License to Kill: Drug war idiocy in Afghanistan.

Afghanistan, many predict, will become Barack Obama’s Viet Nam War. The situation in that land-locked country is becoming dire. The Taliban control ever more territory and have recently thrown a choke hold onto military supplies coming into the country with attacks on bridges and convoys.

The latest strategy for NATO as directed by the USA seems to redirect military efforts into a war on drugs. U.S. General John Craddock, the NATO Supreme Commander reasons that the $100 million dollar poppy and heroin industries finance the Taliban. He is proclaiming that military action will commence “within days” against a new target in Afghanistan, the opium, heroin and cannabis industries. Under new policy, civilians involved in the poppy trade will become military target coequal to Taliban fighters.

Does Craddock not know or recall that there was a recent model of success in eradicating opium production in Afghanistan, not ten years ago? The Taliban themselves accomplished this feat, for the first time in Afgan history, after a decree in July 2000. Opium acreage reportedly dropped to nearly zero.  And while the good news is the Taliban successfully banned opium production, the bad news in they also banned, pork, pig, pig oil, anything made from human hair, satellite dishes, cinematography, and equipment that produces the joy of music, pool tables, chess, masks, alcohol, tapes, computers, VCRs, television, anything that propagates sex and is full of music, wine, lobster, nail polish, firecrackers, statues, sewing catalogs, pictures, Christmas cards.

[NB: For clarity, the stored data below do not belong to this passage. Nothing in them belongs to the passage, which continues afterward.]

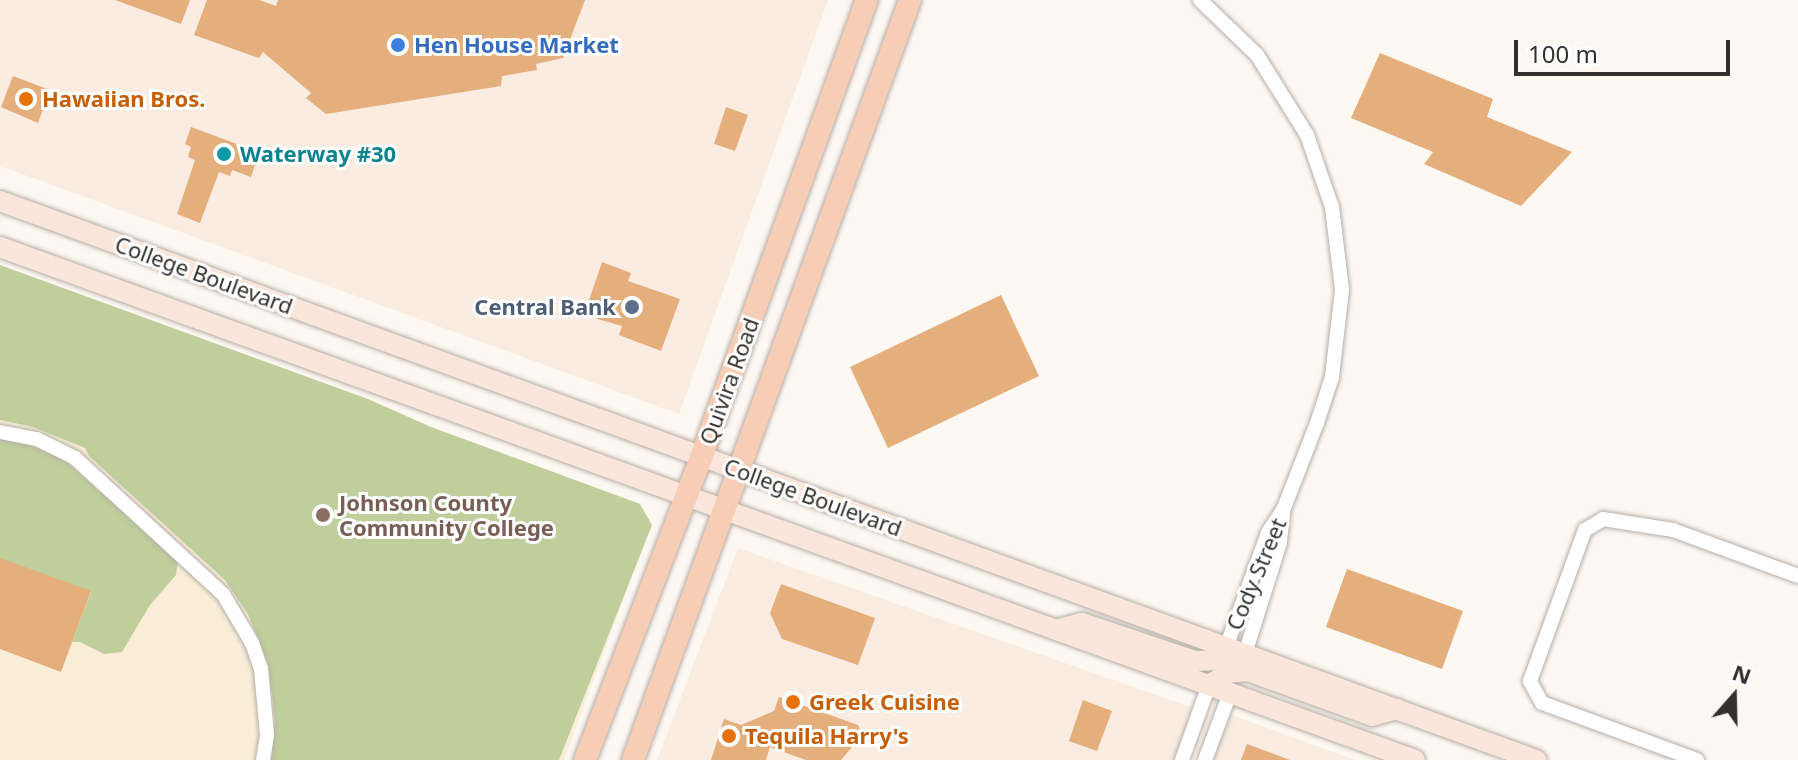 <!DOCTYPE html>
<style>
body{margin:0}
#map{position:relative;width:1798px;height:760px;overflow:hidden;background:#fef8f3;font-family:"Noto Sans",sans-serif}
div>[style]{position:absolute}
.built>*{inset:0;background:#faece0}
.education>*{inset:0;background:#faeed9}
.green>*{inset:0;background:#bfce9b}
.building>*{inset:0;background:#e4ae7d}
.roads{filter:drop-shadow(0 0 2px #b5aea8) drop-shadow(0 0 2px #b5aea8)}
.minor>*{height:14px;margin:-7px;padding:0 7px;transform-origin:7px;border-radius:7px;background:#fff}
.secondary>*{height:20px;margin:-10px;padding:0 10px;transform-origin:10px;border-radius:10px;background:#fbe6db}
.primary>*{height:22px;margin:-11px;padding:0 11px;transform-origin:11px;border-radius:11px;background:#f7cdb6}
.dots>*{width:22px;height:22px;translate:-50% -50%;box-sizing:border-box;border:4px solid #fff;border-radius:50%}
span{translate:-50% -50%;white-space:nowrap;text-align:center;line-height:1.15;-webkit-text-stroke:6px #fff;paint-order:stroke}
.shop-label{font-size:22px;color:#366cbe;font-weight:700}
.left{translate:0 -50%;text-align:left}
.food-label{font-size:22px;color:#c56008;font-weight:700}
.culture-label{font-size:22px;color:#0d838f;font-weight:700}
.street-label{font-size:22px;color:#33302d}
.service-label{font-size:22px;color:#4e5e75;font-weight:700}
.right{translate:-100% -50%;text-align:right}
.education-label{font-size:22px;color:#785e54;font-weight:700}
.north{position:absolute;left:1694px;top:656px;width:80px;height:80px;-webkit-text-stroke:6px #fff;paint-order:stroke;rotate:20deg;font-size:22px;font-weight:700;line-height:32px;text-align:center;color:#33302d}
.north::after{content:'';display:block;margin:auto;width:28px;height:36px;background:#33302d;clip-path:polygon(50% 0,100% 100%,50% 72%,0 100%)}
.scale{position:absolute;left:1514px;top:40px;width:216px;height:36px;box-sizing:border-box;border:4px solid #33302d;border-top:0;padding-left:10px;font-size:24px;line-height:28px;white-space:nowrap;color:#33302d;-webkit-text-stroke:6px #fff;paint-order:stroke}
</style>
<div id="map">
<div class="built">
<i style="clip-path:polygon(0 0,828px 0,679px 414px,0 166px)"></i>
<i style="clip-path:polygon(738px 548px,1193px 708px,1175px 760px,657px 760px)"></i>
<i style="clip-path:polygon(1232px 715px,1355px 760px,1212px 760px)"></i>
</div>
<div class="education">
<i style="clip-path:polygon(0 272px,651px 525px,564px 760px,0 760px)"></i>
</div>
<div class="green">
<i style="clip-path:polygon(0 265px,368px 399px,431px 427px,640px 504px,652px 525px,559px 760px,271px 760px,275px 719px,268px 664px,248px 614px,225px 580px,89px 456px,85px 448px,33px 427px,0 420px)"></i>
<i style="clip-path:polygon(0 438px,27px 444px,64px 460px,178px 561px,176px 575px,150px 605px,122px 652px,104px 654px,80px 642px,72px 642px,91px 592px,0 559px)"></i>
</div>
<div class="building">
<i style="clip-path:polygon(115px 0,190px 0,181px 24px)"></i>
<i style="clip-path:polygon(207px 0,259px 0,276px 6px,278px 0,585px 0,563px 58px,536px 64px,537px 70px,502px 76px,501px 86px,326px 114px,306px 98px,311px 93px,263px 52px,259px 58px,194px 35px)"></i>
<i style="clip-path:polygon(1380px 53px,1493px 99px,1487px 117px,1572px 152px,1521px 206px,1424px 164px,1433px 152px,1351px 118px)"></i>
<i style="clip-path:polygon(13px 76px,50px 90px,38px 123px,1px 107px)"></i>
<i style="clip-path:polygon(726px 107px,748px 115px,735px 151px,714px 144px)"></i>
<i style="clip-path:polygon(191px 127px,259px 152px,251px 177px,232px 170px,230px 176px,219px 172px,200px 223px,177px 214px,195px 160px,188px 157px,191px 147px,185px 144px)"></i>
<i style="clip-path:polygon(602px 262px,631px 273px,628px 281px,680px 299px,661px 351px,619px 335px,622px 326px,584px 315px)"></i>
<i style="clip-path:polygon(1001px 295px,1039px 376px,888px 448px,850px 367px)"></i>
<i style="clip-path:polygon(0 558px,91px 591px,61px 672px,0 649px)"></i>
<i style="clip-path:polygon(1347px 569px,1463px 611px,1442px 669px,1326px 627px)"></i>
<i style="clip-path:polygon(781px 584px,875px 618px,858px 665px,782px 639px,770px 613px)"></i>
<i style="clip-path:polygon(779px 697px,858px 725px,863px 734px,841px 760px,806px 760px,770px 747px,766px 760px,711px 760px,724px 719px,741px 725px,774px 711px)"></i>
<i style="clip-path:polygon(1083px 700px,1112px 711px,1097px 751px,1069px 741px)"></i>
<i style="clip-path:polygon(1247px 744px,1290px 760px,1241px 760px)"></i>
</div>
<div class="roads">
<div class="minor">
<i style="left:1200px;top:0;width:79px;rotate:44deg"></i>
<i style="left:1257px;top:55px;width:94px;rotate:58deg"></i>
<i style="left:1307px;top:135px;width:76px;rotate:70.9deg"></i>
<i style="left:1332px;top:207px;width:84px;rotate:83.1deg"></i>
<i style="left:1342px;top:290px;width:88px;rotate:96.6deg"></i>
<i style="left:1332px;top:377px;width:48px;rotate:108.1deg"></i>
<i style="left:1317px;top:423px;width:91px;rotate:111.2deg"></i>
<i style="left:1284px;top:508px;width:30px;rotate:123deg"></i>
<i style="left:1268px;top:533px;width:121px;rotate:110.2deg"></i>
<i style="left:0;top:432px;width:38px;rotate:11deg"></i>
<i style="left:37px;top:439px;width:42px;rotate:26.6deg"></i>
<i style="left:75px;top:458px;width:201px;rotate:42.6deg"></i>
<i style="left:223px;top:594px;width:57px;rotate:59.4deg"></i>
<i style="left:252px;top:643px;width:28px;rotate:71deg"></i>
<i style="left:261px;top:669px;width:66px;rotate:84.8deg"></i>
<i style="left:267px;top:735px;width:25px;rotate:99deg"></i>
<i style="left:1245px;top:654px;width:117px;rotate:-72.6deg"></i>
<i style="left:1280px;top:542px;width:30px;rotate:-84deg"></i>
<i style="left:1182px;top:760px;width:80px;rotate:-70.2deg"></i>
<i style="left:1205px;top:760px;width:72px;rotate:-69.5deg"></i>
<i style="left:1697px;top:760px;width:165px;rotate:-159.8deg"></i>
<i style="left:1542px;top:703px;width:25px;rotate:-119deg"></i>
<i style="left:1530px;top:681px;width:161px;rotate:-70deg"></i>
<i style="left:1585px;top:530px;width:21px;rotate:-31deg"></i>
<i style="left:1603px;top:519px;width:71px;rotate:8.9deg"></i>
<i style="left:1673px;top:530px;width:133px;rotate:20.2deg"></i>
</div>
<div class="secondary">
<i style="left:0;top:201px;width:1635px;rotate:20deg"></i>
<i style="left:0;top:247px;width:1505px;rotate:19.93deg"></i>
<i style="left:1056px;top:630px;width:27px;rotate:-15deg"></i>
<i style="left:1082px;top:623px;width:119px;rotate:18.6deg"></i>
<i style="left:1195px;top:661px;width:27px;rotate:-2deg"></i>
<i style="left:1222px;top:660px;width:23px;rotate:-15deg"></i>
<i style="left:1209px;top:685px;width:22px;rotate:-32deg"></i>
<i style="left:1228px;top:673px;width:20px;rotate:-6deg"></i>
<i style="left:1248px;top:671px;width:132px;rotate:19.9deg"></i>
<i style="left:1372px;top:716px;width:26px;rotate:-16deg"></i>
</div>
<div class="primary">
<i style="left:585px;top:760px;width:327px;rotate:-69deg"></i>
<i style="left:702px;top:455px;width:484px;rotate:-70.1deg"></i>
<i style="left:633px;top:760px;width:809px;rotate:-69.97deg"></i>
</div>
</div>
<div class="dots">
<i style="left:398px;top:45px;background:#3f7fe0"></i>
<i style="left:26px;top:99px;background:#e8710a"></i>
<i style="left:224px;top:154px;background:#0f9aa8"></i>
<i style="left:632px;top:307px;background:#5c6f8a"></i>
<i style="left:323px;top:515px;background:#8d6e63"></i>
<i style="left:793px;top:702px;background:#e8710a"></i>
<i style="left:729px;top:736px;background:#e8710a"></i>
</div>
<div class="shop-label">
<span class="left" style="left:414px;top:45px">Hen House Market</span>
</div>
<div class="food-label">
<span class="left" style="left:42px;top:99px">Hawaiian Bros.</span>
<span class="left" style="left:809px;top:702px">Greek Cuisine</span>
<span class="left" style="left:745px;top:736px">Tequila Harry's</span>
</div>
<div class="culture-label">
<span class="left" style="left:240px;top:154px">Waterway #30</span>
</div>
<div class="street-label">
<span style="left:204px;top:275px;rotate:20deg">College Boulevard</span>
<span style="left:729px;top:381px;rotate:-70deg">Quivira Road</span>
<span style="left:813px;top:497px;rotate:20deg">College Boulevard</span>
<span style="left:1256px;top:574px;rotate:-67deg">Cody Street</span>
</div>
<div class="service-label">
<span class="right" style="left:616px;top:307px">Central Bank</span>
</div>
<div class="education-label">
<span class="left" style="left:339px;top:515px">Johnson County<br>Community College</span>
</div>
<div class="north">N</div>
<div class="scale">100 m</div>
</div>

American anti-drug bureaucrast were so happy with the (apparent) eradication of the opium trade, the Bush administration actually awarded 43 million dollars to the Taliban theocrats ruling Afghanistan and playing host to Osama bin Laden less than 4 months before September 11, 2001. Less than 6 months after this payment, , the USA attacked Afghanistan, over seven long years ago. At first the American effort seemed to work out well,; the Taliban fled from cities into the countryside and into Pakistan. Much of the populace was glad to see them and their sharia law. But since then, Afghanistan, ignored once America attacked Iraq, has slid into deep peril.  Never in this seven years has the situation looked worse than currently, with the Taliban control closing in everyday on provincial capital and Kabul. The Karzai government is disliked. Wariness of, and weariness with, foreign military occupation are ripe.

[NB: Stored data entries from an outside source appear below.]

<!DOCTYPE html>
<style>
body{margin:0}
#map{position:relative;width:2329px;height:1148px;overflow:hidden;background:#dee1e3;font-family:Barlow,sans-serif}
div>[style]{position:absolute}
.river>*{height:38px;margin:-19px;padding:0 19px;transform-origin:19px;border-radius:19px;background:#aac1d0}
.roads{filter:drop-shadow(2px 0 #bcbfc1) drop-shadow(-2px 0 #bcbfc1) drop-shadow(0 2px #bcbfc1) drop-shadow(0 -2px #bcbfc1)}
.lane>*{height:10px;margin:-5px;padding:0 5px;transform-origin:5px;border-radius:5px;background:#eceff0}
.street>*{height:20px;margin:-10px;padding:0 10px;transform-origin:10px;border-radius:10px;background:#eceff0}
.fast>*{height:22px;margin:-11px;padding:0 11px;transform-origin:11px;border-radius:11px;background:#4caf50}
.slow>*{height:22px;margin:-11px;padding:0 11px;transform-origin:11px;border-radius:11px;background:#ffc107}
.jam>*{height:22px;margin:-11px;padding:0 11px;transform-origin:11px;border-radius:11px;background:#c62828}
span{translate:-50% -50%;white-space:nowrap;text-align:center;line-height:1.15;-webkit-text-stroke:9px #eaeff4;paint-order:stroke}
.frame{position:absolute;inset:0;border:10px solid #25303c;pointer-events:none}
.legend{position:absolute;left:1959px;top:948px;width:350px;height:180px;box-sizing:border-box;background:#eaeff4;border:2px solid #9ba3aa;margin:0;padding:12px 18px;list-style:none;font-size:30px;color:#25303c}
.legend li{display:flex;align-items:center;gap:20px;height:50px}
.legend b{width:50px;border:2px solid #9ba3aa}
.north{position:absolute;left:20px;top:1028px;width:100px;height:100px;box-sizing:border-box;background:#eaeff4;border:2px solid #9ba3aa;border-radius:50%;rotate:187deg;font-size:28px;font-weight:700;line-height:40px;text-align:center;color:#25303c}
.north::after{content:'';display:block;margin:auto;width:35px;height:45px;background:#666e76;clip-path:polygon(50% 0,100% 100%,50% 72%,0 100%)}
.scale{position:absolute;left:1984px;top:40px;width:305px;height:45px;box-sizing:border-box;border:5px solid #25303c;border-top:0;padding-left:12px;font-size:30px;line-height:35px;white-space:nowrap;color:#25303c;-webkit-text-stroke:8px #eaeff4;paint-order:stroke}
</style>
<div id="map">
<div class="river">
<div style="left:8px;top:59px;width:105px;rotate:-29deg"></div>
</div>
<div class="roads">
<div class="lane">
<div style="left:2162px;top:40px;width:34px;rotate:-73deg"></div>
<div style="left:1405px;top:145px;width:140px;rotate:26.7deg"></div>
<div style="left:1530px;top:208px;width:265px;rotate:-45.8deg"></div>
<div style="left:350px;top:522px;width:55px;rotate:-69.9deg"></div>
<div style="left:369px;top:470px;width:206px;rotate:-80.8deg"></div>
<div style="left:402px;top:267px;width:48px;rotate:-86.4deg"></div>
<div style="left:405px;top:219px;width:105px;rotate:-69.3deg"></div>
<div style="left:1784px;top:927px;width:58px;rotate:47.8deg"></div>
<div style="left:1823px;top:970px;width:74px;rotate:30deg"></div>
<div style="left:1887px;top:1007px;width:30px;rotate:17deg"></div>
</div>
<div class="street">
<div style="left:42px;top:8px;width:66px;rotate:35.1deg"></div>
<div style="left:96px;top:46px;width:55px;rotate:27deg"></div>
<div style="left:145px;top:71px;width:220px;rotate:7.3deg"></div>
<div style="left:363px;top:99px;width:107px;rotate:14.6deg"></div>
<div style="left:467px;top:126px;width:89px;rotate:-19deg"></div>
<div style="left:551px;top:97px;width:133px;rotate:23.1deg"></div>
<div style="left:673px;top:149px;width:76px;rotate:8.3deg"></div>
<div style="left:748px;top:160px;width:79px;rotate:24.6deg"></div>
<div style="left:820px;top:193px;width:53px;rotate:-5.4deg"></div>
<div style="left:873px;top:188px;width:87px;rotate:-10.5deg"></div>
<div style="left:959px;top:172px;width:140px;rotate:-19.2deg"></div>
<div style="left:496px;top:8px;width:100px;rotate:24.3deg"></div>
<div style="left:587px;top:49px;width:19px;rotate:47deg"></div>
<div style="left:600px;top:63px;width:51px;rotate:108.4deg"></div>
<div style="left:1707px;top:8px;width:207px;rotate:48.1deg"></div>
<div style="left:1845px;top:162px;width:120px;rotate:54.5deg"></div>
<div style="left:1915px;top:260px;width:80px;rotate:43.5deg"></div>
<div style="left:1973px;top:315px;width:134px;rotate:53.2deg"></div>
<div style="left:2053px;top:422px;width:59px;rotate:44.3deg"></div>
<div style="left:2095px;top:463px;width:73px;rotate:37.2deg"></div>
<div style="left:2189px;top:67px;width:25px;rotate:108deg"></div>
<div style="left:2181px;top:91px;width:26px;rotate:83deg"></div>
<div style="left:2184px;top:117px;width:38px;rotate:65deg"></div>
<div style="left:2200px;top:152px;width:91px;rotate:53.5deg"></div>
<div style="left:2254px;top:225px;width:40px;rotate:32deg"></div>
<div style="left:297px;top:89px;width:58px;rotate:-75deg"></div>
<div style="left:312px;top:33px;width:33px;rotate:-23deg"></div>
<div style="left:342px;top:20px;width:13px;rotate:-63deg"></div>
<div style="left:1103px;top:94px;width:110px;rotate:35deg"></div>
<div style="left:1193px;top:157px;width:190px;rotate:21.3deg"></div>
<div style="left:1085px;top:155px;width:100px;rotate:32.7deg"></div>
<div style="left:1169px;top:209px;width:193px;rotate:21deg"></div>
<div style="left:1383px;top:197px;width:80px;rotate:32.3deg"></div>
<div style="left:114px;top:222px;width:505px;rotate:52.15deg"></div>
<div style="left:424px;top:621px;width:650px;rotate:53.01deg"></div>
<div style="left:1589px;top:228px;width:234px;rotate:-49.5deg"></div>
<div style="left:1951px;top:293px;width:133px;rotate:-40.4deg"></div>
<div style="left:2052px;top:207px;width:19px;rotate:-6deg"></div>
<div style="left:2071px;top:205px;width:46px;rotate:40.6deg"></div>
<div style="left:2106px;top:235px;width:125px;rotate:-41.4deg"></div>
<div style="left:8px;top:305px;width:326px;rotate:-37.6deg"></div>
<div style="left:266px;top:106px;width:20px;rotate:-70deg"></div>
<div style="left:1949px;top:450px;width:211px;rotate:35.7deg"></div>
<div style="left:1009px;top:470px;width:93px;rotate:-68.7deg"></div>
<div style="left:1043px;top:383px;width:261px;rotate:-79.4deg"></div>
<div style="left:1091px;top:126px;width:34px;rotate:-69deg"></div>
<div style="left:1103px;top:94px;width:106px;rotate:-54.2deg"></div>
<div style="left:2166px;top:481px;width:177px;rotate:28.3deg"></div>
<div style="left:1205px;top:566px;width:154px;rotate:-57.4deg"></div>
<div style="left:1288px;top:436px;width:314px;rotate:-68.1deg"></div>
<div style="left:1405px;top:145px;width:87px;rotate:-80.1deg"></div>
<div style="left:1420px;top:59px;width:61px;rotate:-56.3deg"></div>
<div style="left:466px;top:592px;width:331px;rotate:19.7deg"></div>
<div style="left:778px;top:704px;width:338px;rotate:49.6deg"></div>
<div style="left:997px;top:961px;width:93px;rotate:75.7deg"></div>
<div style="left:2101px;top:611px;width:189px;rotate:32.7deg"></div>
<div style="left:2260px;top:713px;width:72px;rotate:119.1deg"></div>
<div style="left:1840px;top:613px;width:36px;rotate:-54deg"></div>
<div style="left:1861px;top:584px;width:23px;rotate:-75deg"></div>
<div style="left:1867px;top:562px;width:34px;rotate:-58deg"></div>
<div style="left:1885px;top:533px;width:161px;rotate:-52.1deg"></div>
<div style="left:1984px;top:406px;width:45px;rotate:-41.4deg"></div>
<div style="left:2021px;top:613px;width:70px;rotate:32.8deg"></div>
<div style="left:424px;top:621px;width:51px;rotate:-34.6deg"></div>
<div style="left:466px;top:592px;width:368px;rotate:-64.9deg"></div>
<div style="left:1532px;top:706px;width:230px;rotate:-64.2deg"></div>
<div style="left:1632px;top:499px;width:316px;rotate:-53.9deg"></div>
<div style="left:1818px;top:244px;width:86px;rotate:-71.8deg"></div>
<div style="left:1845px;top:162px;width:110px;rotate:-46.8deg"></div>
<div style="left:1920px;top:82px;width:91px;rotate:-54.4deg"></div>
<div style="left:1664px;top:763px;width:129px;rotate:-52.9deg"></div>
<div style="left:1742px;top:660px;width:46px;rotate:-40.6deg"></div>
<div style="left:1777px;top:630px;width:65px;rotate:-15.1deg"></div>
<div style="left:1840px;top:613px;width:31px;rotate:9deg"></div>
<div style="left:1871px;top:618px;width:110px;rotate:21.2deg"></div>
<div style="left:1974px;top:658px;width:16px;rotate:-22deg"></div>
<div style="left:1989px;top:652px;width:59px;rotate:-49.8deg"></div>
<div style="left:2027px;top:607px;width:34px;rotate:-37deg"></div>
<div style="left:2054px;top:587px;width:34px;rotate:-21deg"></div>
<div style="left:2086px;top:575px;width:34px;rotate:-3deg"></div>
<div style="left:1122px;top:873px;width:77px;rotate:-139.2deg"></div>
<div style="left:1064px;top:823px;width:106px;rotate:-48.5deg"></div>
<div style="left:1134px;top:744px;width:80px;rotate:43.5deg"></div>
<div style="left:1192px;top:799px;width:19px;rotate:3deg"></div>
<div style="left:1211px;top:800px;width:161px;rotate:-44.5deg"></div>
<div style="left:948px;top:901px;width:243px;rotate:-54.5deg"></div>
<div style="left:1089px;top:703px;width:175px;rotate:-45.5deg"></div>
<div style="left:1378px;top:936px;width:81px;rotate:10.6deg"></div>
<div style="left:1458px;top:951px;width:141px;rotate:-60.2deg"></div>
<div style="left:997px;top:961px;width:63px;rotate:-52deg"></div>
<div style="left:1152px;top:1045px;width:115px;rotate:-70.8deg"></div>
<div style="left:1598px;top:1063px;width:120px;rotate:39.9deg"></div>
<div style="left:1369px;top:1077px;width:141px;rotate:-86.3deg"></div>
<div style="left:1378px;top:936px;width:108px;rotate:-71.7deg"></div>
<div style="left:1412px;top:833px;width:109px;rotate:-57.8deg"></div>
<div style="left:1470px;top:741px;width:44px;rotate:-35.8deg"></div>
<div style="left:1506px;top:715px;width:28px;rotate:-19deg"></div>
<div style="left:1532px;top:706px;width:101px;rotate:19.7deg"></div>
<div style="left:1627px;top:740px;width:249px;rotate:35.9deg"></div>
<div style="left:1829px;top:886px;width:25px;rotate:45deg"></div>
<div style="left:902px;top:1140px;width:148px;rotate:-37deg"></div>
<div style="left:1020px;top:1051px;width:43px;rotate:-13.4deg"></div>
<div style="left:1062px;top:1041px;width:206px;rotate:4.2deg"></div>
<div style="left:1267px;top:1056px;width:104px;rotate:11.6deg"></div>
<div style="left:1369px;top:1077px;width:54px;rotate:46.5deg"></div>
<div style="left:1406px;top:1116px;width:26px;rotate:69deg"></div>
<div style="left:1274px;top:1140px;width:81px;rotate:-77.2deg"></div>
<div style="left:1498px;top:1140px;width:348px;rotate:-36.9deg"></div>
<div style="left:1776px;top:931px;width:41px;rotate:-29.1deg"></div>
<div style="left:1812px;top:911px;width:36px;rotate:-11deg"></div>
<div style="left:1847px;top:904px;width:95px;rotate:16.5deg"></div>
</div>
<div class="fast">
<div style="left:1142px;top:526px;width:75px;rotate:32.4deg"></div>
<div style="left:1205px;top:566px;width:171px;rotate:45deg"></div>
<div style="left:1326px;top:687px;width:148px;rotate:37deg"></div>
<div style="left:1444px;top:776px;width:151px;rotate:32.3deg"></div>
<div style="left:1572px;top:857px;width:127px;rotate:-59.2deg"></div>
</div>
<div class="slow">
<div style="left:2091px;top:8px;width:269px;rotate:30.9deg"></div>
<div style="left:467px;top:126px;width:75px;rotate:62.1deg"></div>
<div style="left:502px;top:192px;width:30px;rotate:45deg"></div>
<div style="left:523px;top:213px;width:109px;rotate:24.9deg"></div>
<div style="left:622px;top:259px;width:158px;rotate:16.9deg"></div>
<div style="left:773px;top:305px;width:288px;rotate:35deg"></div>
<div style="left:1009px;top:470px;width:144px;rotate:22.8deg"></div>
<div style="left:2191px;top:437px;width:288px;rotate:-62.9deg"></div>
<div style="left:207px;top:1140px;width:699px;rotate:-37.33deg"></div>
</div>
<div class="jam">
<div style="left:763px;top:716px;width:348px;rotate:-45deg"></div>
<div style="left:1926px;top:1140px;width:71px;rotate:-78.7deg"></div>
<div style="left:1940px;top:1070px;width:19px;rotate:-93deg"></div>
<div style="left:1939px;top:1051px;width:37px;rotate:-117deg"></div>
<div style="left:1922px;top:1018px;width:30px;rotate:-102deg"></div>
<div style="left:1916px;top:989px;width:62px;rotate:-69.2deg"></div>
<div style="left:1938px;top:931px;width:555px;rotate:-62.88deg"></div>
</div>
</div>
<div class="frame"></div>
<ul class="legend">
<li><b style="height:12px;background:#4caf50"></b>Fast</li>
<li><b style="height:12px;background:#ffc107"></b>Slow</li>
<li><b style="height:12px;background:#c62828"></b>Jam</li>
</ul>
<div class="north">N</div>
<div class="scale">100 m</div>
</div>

Much of the population is unemployed and most civilians with jobs work in the profitable opium industry, the country’s cash crop. If the NATO commander, US General Craddock has his way, this broad swath of the Afghan population may soon come under fire from US (and other NATO) guns.In a bizarre leap of drug war logic, General Craddock proposes that no distinction is now to be made between customary NATO target -the Taliban fighters – and this new group of targets. These Afghans producing and trading opium comprise a good proportion of the populace. Such policy is, thankfully, illegal under international law. The German news magazine Der Spiegel brought this policy and its illegality to the world’s attention in January 2009. Entitled, NATO High Commander Issues Illegitimate Order to Kill, the article documents how General Craddock still argues that such policy is legal and correct. He is opposed by other NATO leaders and General McKiernan.

Barack Obama rightfully claimed that George Bush took his eye off the ball of Afghanistan and shorted the effort to nab or kill bin Laden. Now that he is president, he better put his eye on the ball and decide what America;s objectives in that poor, mountainous country, larger than Iraq. Hopefully his policy will not include gunning down agricultural workers from helicopter gunships.

There is some hope: Head of US Central Command,  David Petraeus recalled  the country’s long history. He was quoted by The Washington Post,  “Afghanistan has been known over the years as the graveyard of empires,” he said. “We cannot take that history lightly.” He concedes conditions have deterioated in the last two years but nonetheless encourages an surge-type sustained advance into the countryside to win hearts and minds.

Even such sensible policy may fail. But is is incompatible with Craddock’s license-to-kill the populace for performing the one activity that can help them make a living. Barack Obama stands on the precipice in Afghanistan. He should not be guided by more drug war idiocy. The drug war in the USA has become an enormous boondoggle serving only those in its employ. American drug warriors can not even keep drugs out their own prisons. Now the US military will solve the Afghanistan opium problem by killing Afghan civilians?